The Supreme Court has held that a farmer is a 'consumer' for the purpose of filing complaints under Consumer Protection Act even when he has entered into a buyback transaction. Facts of this case are as follows: A farmer, entered into an agreement with the seed company and purchased 750 kgs of wet musli for sowing from the company, at the rate of Rs. 400/- per kg, and cultivated the same...

The Supreme Court has held that a farmer is a 'consumer' for the purpose of filing complaints under Consumer Protection Act even when he has entered into a buyback transaction.

Facts of this case are as follows: A farmer, entered into an agreement with the seed company and purchased 750 kgs of wet musli for sowing from the company, at the rate of Rs. 400/- per kg, and cultivated the same in her land. As the company failed to buy back her produce, leading to the destruction of the greater part of the crop, the farmer lodged a consumer complaint. The District Consumer Forum dismissed the complaint on the ground that she was not a "consumer" within the meaning of the Consumer Protection Act, 1986. This order was set aside by the State Commission and remanded the matter to be decided on merits. The National Commission affirmed this order of the State Commission.

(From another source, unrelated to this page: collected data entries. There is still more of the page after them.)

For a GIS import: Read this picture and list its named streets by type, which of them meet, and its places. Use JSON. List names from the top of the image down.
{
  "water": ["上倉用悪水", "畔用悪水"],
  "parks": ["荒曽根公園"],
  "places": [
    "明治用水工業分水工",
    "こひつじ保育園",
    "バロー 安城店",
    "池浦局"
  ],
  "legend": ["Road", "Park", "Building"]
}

Before the Apex Court, on behalf of the company two contentions were raised. Firstly, that the tripartite agreement envisaged buyback of musli by the farmer from the company, which amounted to resale, which is excluded from the purview of Section 2(d). Secondly, the cultivation and sale of musli by the farmer was for a commercial purpose and not for the purpose of earning livelihood, and hence excluded from the purview of Section 2(d). Therefore the issue considered was whether the farmer was excluded from the purview of the definition of "consumer" under Section 2(d) of the 1986 Act on account of the subject transaction amounting to resale or for being for a commercial purpose.

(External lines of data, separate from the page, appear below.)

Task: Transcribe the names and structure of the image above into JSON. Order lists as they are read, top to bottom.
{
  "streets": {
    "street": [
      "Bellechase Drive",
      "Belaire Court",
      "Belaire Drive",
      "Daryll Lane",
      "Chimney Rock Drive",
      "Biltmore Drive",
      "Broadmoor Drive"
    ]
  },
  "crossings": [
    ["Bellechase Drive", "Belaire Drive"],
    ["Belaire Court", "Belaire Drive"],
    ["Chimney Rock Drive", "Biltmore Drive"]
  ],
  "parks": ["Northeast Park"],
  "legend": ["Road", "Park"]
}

The bench comprising Justices Mohan M. Shanthanagoudar and R. Subhash Reddy observed that the transaction cannot be termed as resale. It also rejected the contention that the tripartite agreement would amount to resale by virtue of containing a buyback clause, and would hence exclude the farmer from the ambit of the definition of "consumer". It explained:

In matters such as the one on hand, the agriculturist buys the foundation seeds from the seed company, or the company itself reaches out and requests the farmers to generate the seeds so that it may market the same. By accepting such an offer, and after purchasing the foundation seeds from the seed company, the agriculturist, with hard labour and sweat, produces seeds to be marketed by the seed company. Thus, the agriculturist is not reselling any product, but grows his own product by utilizing the foundation seeds. There cannot be any dispute that the agriculturist has to sell his product in the open market or to the seed company, as the case may be, in order to eke out his livelihood. In other words, the agriculturist sustains himself by selling his product. This cannot be termed as resale or activity in furtherance of a "commercial purpose" bringing him out of the purview of the definition of "consumer" under Section 2(d). Rather, it is purely for the purpose of earning his livelihood by means of self employment.
"an agreement for buyback by the seed company of the crop grown by a farmer cannot be regarded as a resale transaction, and he cannot be brought out of the scope of being a "consumer" under the 1986 Act only on such ground.
Where the farmer has purchased goods or availed of services in order to grow produce in order to eke out a livelihood, the fact that the said produce is being sold back to the seller or service provider or to a third party cannot stand in the way of the farmer amounting to a "consumer".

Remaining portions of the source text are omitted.